I think I could have been BFF with Moses. We could have really bonded over our lack of eloquence.
Just because I’m overseas as a missionary, doesn’t mean I’m a professional preacher or teacher. In fact, I feel like the complete opposite. The fact that I’m considered a “missionary” makes me LOL because I stumble over my words a lot and lack confidence in my voice frequently. I question if what I’m saying even makes sense to those around me and compare myself to others more than I should.
BUT the cool thing is that I know I’m here for a reason and the words come out of my mouth the way they do for a reason.
I know that’s a typical “Christianese” answer, but it’s so true. On my own, I lack confidence. But when I share what’s in my heart from the boldness that is ONLY given to me through Jesus then I’m doing all He’s asked of me.
Of course I have to give myself this pep talk A LOT.
I tend to be like Moses and make excuses to God that I’m not good enough.
—> “Then Moses said to the LORD, “Please, Lord, I have never been eloquent, neither recently nor in time past, nor since You have spoken to Your servant; for I am slow of speech and slow of tongue.” – Exodus 4:10 <—
MOSES I FEEL YA.
I literally feel like this all the time. But then God taps me on the shoulder and let’s me know I’m not alone.

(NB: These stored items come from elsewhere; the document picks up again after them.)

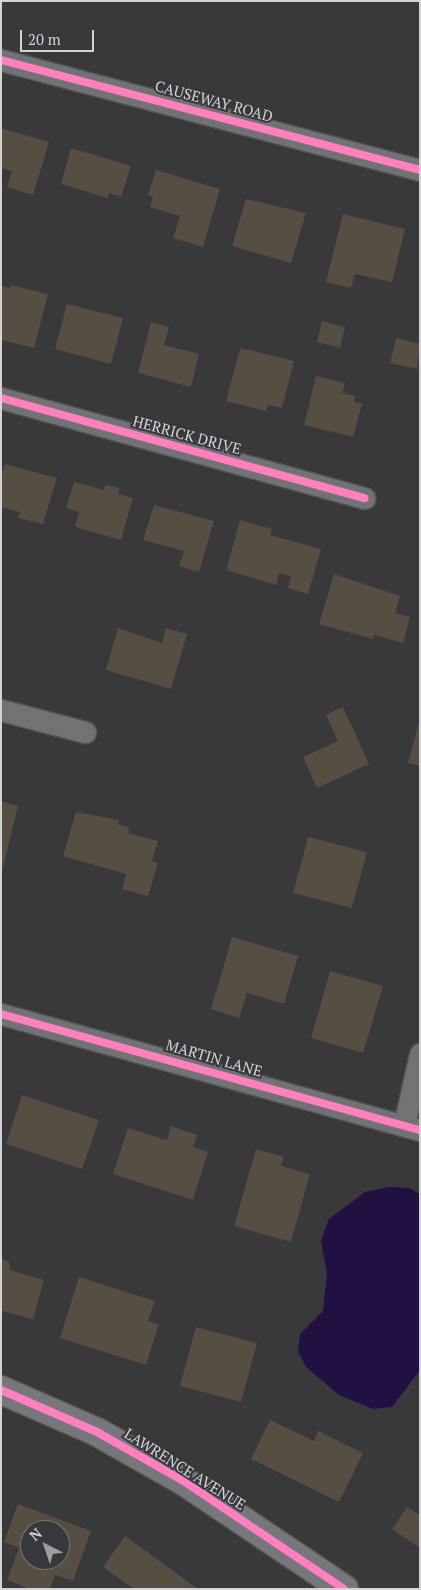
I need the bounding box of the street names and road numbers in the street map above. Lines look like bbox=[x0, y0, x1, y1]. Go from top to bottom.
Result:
street label: CAUSEWAY ROAD bbox=[153, 77, 275, 125]
street label: HERRICK DRIVE bbox=[131, 412, 243, 458]
street label: MARTIN LANE bbox=[164, 1036, 264, 1080]
street label: LAWRENCE AVENUE bbox=[121, 1424, 249, 1514]

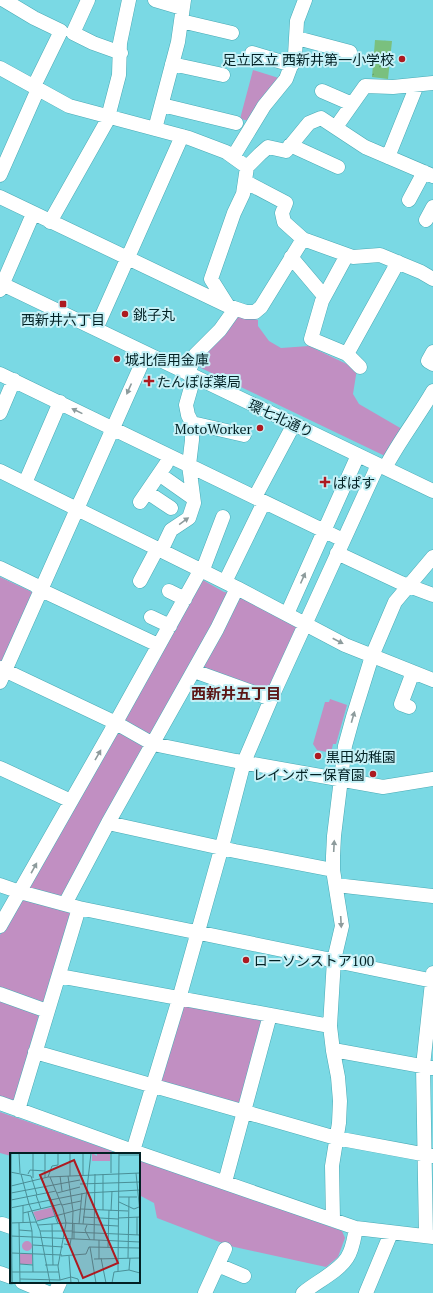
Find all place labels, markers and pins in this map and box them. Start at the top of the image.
place label: 足立区立 西新井第一小学校 [223,50,394,69]
marker: 足立区立 西新井第一小学校 [397,54,407,64]
marker: 西新井六丁目 [58,299,68,309]
place label: 銚子丸 [133,305,175,324]
marker: 銚子丸 [120,309,130,319]
place label: 西新井六丁目 [21,310,105,329]
place label: 城北信用金庫 [125,350,209,369]
marker: 城北信用金庫 [112,354,122,364]
place label: たんぽぽ薬局 [157,372,241,391]
marker: たんぽぽ薬局 [144,376,154,386]
place label: MotoWorker [175,419,253,438]
marker: MotoWorker [255,423,265,433]
place label: ぱぱす [333,473,375,492]
marker: ぱぱす [320,477,330,487]
place label: 黒田幼稚園 [326,747,396,766]
marker: 黒田幼稚園 [313,751,323,761]
place label: レインボー保育園 [253,765,365,784]
marker: レインボー保育園 [368,769,378,779]
place label: ローソンストア100 [254,951,374,970]
marker: ローソンストア100 [241,955,251,965]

I’ve been reading Bitter Sweet by Shauna Niquiest (I’m obsessed with her books please go read them NOW) and she has a couple really good quotes in one of her chapters.
“Don’t allow the story of God, the sacred, transforming story of what God does in a human heart to become flat and lifeless. If we choose silence, if we allow the gospel to be told only on Sundays, only in sanctuaries, only by approved and educated professionals, that life-changing story will lose its ability to change lives.”
“If you have been transformed by the grace of God, then you have within you all you need to write your manifesto, your poem, your song, your battle cry, your love letter to a beautiful and broken world.”
I’ve been praying recently that God will give me the eyes to see that I’m confident and bold. I can claim those truths because I have The Holy Spirit living inside of me.
He’s given me a story to share. It’s not fair if I keep it to myself.
If anyone out their feels like they lack eloquence, you are definitely NOT alone. Just know that you don’t. You’re eloquent. You’re eloquent because Jesus says you are. He gives you what you need when you need it. So let’s trust him in those moments of self doubt, deal? Cool.